Hyperglycemia, or high blood sugar, occurs either when the body has a deficient amount of insulin or when the body is not using the insulin properly.

If you have an increased blood sugar levels for a prolonged period of time, you are exposed to the risk of many severe conditions.

High Blood Sugar Symptoms

High Blood Sugar Symptoms

Frequent or ongoing high levels of blood sugar can permanently damage different parts of your body, including your nerves, blood vessels, kidneys, and eyes.

In order to prevent any grave complications, you should treat the symptoms of hyperglycemia immediately. Here are the most common symptoms of high blood sugar levels.

Signs and Symptoms of High Blood Sugar

The most common warning signs and symptoms of high blood sugar include:

  • Nausea and vomiting
  • Fatigue
  • Shortness of breath
  • Headaches
  • Weight loss
  • Dry mouth
  • Increased thirst
  • Increased frequency of urination
  • Blurred vision
  • Rapid heartbeat
  • Concentration problems
  • Intestinal problems
  • Slow-healing wounds
  • Skin infections
  • Nerve damage

Causes of High Blood Sugar

A number of factors can be responsible for increasing your blood sugar levels, such as:

  • Dehydration
  • Overconsumption of carbohydrates
  • Infrequent intake or incorrect dose of your diabetes medications
  • Illness
  • Infection
  • Stress
  • Lack of exercise

Diet for High Blood Sugar

Your diet plays a major role in reducing your blood sugar levels. The carbohydrates are usually one of the most responsible groups of food for increasing the blood sugar.

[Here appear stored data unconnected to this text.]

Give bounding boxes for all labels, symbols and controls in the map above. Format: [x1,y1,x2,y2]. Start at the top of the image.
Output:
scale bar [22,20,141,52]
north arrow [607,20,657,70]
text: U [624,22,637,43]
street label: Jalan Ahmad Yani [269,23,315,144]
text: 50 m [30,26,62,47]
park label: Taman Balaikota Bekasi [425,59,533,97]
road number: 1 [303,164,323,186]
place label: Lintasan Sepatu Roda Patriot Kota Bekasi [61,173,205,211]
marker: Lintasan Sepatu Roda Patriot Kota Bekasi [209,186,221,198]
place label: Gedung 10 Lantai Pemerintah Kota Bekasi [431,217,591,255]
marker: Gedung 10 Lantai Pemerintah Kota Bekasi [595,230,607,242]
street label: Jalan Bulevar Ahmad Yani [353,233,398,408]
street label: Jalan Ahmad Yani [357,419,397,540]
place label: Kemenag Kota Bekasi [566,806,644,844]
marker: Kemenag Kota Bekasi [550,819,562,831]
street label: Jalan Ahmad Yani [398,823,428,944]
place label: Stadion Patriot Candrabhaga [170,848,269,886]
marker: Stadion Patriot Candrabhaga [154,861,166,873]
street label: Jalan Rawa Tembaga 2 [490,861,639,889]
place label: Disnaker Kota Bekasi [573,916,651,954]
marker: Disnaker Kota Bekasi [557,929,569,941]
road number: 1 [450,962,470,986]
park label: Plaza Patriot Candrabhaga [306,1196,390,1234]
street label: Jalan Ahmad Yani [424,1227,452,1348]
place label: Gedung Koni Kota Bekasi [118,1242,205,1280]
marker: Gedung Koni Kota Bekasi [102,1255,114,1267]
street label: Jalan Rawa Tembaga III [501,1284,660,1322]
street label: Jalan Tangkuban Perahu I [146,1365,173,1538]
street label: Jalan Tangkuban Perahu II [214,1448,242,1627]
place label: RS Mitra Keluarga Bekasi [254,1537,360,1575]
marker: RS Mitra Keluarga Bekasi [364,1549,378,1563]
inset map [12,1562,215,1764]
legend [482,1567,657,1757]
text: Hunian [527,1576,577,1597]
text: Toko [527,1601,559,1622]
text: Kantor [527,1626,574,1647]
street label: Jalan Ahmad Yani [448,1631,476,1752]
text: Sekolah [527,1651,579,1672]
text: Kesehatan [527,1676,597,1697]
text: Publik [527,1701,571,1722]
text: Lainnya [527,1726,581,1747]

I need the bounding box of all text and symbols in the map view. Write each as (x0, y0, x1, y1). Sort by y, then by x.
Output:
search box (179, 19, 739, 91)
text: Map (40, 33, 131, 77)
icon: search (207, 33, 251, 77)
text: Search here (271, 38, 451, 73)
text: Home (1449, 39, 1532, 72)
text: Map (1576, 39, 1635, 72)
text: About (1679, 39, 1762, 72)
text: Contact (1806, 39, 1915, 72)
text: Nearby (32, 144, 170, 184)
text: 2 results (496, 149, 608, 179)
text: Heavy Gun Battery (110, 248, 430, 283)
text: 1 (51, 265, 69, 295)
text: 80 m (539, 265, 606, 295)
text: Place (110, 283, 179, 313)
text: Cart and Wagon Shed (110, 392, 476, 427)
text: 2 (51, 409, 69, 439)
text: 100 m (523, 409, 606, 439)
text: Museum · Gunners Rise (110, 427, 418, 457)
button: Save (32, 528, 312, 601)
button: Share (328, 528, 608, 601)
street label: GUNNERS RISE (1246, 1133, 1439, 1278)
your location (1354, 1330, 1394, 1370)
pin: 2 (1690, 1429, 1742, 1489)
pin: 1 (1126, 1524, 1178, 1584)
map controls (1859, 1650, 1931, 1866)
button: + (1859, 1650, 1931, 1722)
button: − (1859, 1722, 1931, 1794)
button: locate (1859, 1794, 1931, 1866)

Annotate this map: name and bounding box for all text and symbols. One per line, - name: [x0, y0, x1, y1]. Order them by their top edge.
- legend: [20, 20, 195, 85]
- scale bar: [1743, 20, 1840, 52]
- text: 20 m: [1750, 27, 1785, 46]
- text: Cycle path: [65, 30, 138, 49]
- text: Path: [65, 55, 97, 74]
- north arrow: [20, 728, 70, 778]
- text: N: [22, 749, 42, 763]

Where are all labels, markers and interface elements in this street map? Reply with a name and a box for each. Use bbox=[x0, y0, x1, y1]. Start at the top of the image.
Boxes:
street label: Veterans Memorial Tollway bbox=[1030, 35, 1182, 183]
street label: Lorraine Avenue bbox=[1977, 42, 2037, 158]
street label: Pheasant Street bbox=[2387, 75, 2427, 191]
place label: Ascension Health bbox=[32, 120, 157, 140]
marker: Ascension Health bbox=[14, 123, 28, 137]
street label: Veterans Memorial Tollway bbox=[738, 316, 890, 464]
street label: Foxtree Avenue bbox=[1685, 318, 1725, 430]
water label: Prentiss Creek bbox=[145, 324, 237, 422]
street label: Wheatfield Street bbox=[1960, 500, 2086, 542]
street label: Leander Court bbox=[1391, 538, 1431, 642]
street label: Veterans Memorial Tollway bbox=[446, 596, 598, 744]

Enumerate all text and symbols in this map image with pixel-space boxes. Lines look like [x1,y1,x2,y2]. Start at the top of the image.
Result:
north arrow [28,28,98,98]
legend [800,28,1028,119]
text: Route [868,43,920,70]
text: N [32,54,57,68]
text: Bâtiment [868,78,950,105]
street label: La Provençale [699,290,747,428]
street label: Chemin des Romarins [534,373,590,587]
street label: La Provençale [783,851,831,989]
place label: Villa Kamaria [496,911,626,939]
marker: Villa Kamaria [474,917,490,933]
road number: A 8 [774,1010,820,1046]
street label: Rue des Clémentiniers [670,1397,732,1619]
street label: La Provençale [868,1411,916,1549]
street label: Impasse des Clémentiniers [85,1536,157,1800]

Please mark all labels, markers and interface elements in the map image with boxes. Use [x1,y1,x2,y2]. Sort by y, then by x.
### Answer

In order to lower your blood sugar, you should substitute the high glycemic index (GI) foods with low ones. According to Dr. Jennie Brand-Miller, an Australian nutritionist and an advocate of the glycemic index, low-GI foods are less likely to raise the blood sugar levels. Dr. Brand-Miller divides the carbohydrate-containing foods into three categories:

  • High glycemic index (GI of 70 or more) – white rice, white bread, waffles, most packaged breakfast cereals, cakes, croissants, crackers, doughnuts, and bagels.
  • Moderate glycemic index (GI of 56 to 69) – corn, white rice, white and sweet potatoes, certain breakfast cereals, and couscous.
  • Low glycemic index (GI of 55 or less) – beans, fruits and vegetables, nuts, low-fat dairy products, pasta, and minimally processed grains.

Apart from consuming low glycemic index food, you should drink more water since it will help you to remove the excess sugar from your blood and to prevent you from dehydrating.

Also, you should exercise regularly. Some exercises can raise your blood sugar levels, so you should consult your doctor about the exercises that are right for you.